→ Task prompt: Check every line below for the word "controls" and copy each one that has it.

→ Task data:
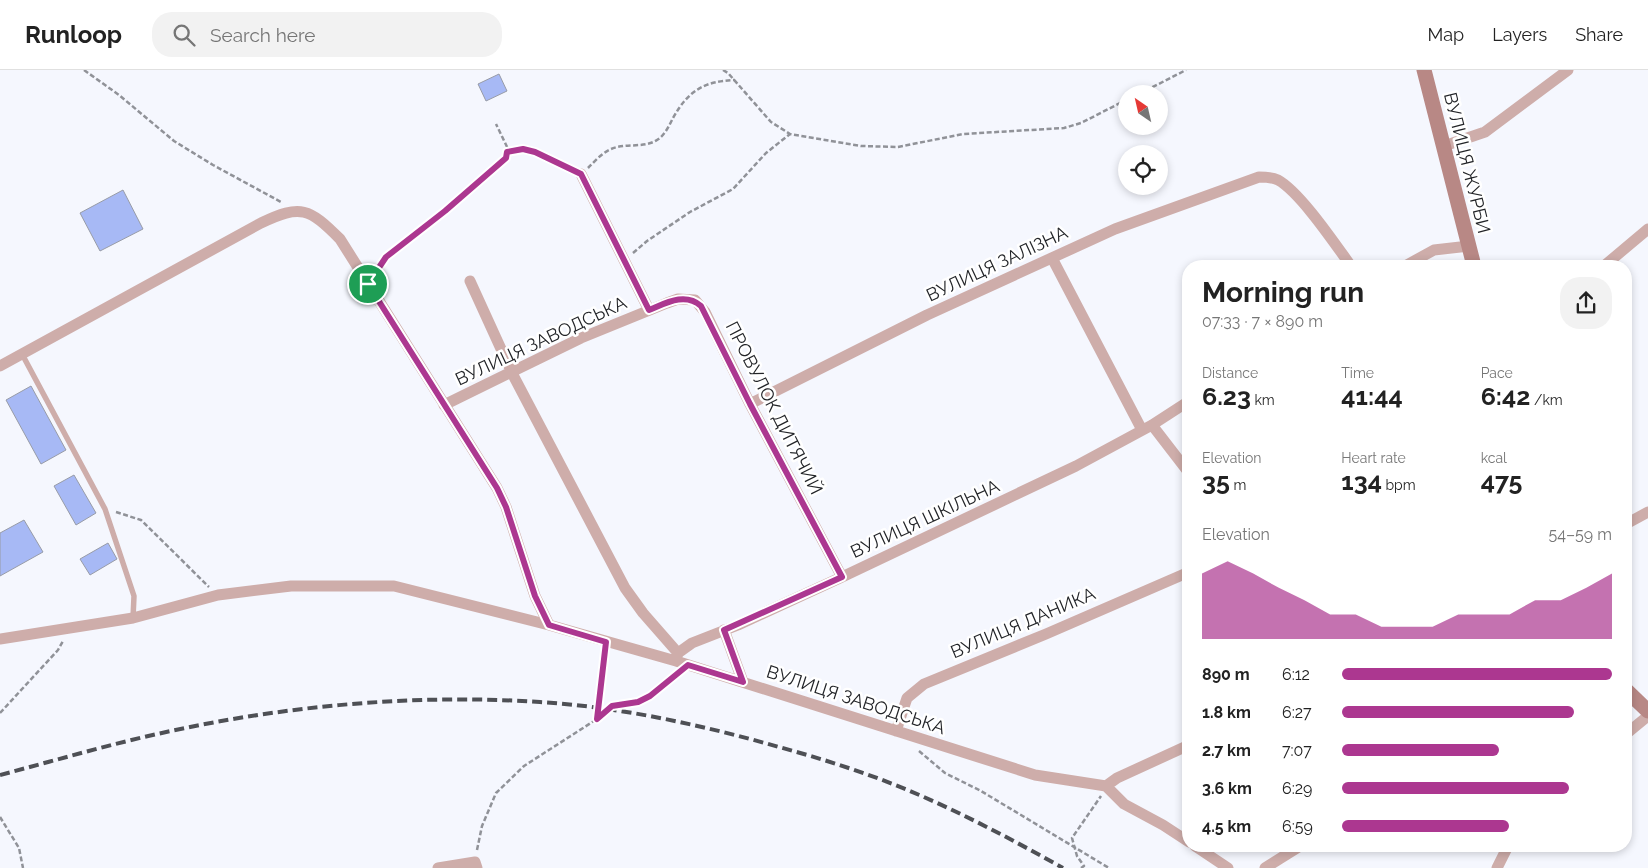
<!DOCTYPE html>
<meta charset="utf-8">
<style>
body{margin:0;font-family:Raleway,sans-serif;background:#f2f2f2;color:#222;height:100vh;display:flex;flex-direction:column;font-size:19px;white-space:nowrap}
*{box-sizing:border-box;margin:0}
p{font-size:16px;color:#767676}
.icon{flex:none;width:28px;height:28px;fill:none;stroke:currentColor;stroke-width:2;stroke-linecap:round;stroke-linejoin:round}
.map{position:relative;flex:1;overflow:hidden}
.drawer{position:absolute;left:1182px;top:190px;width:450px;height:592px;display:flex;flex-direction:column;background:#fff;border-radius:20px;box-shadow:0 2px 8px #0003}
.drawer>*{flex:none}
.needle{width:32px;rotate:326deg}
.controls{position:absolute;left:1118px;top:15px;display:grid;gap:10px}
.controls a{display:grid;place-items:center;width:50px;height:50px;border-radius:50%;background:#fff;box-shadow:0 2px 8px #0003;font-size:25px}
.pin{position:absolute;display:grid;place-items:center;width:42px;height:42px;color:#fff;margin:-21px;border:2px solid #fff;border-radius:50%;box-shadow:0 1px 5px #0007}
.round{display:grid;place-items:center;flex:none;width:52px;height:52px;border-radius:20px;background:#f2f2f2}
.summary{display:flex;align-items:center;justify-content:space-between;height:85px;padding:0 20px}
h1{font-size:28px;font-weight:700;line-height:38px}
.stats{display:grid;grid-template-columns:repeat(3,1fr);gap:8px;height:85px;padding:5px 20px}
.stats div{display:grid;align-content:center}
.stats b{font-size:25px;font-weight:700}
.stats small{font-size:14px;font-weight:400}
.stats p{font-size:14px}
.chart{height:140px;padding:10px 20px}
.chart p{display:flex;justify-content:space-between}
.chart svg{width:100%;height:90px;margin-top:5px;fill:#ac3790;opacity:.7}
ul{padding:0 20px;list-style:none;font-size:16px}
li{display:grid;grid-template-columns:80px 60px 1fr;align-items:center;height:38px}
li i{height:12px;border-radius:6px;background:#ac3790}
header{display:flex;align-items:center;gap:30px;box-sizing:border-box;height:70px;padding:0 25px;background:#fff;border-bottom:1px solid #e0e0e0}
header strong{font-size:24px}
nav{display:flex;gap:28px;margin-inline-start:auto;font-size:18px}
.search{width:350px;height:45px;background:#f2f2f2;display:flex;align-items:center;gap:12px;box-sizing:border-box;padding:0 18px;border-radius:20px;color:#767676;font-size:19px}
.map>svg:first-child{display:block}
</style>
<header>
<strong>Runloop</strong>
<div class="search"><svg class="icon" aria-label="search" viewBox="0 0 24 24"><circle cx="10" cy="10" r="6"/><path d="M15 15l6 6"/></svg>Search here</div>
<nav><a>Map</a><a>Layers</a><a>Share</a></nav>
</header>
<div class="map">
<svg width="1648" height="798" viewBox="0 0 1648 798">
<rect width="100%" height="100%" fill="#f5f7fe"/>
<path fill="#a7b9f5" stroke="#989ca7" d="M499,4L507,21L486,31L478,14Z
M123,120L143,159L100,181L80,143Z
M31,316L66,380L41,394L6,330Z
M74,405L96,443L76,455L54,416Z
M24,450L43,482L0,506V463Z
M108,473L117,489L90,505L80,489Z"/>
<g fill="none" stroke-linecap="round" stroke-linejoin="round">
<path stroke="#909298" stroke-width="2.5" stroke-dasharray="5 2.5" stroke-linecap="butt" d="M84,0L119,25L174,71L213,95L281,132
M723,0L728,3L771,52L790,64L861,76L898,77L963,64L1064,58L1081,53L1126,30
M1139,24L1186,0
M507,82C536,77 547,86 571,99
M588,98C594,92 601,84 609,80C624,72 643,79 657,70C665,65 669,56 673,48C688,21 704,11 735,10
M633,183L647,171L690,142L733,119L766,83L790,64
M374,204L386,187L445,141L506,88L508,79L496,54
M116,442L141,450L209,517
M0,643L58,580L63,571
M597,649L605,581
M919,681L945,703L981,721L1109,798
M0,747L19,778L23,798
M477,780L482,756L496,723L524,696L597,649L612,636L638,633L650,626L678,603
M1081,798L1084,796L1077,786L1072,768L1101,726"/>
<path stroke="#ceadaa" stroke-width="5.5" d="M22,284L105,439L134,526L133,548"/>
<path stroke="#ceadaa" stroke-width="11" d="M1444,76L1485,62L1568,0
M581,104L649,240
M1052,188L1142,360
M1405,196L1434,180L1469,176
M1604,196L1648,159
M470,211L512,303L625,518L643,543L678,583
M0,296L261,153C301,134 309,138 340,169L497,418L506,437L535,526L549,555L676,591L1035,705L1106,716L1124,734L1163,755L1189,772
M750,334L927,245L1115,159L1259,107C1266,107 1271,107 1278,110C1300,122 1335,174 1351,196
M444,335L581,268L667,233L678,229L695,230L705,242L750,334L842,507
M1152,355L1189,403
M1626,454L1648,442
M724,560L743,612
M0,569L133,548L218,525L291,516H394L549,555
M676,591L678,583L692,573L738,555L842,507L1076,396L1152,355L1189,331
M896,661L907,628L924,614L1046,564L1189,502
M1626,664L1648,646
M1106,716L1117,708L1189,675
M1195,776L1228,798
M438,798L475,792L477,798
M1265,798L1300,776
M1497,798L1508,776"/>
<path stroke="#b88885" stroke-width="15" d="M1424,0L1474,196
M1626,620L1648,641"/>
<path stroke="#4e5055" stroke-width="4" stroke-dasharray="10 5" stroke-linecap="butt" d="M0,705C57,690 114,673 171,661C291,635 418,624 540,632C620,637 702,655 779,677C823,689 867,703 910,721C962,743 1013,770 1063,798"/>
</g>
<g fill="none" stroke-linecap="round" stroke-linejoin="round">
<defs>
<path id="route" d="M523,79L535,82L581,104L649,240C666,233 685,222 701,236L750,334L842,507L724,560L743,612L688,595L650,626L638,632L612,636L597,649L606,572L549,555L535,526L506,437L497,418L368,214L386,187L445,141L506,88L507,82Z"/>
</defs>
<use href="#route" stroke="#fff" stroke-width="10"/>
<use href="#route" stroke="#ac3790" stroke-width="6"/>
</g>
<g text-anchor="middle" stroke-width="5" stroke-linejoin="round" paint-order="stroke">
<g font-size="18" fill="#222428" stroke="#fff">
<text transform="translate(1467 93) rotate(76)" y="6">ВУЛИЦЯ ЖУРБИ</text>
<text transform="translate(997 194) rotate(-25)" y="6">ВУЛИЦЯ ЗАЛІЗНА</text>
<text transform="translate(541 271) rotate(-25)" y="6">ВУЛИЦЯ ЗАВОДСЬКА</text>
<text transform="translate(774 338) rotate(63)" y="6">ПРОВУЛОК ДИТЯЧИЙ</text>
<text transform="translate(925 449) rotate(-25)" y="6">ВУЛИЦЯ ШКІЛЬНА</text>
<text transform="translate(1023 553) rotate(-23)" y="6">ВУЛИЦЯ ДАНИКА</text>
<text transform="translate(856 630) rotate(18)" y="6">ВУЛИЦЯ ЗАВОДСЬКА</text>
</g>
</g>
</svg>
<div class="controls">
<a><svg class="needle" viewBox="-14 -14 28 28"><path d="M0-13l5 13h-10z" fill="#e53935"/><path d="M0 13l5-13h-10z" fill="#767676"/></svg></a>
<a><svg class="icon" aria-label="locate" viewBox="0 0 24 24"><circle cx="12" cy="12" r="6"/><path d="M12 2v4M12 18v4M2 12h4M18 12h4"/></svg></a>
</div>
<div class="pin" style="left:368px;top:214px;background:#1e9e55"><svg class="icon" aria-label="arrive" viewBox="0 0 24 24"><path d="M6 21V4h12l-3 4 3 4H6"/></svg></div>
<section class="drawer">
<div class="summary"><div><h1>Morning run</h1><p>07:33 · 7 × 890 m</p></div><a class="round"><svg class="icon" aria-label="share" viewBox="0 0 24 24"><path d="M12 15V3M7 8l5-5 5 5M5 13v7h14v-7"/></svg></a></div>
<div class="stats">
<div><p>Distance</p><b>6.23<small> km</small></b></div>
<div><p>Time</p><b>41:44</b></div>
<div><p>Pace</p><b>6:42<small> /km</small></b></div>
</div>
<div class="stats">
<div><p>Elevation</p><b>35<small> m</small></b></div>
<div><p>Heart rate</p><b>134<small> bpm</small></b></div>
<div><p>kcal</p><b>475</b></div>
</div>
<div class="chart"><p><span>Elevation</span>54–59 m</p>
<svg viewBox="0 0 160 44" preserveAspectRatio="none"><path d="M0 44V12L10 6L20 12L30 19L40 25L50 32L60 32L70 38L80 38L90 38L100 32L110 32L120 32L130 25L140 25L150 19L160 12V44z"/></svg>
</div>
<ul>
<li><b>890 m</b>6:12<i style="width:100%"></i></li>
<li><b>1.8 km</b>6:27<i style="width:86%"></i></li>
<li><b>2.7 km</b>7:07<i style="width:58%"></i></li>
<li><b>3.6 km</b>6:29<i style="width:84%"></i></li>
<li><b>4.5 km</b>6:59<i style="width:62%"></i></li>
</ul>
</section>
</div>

→ Output of the exercise:
.controls{position:absolute;left:1118px;top:15px;display:grid;gap:10px}
.controls a{display:grid;place-items:center;width:50px;height:50px;border-radius:50%;background:#fff;box-shadow:0 2px 8px #0003;font-size:25px}
<div class="controls">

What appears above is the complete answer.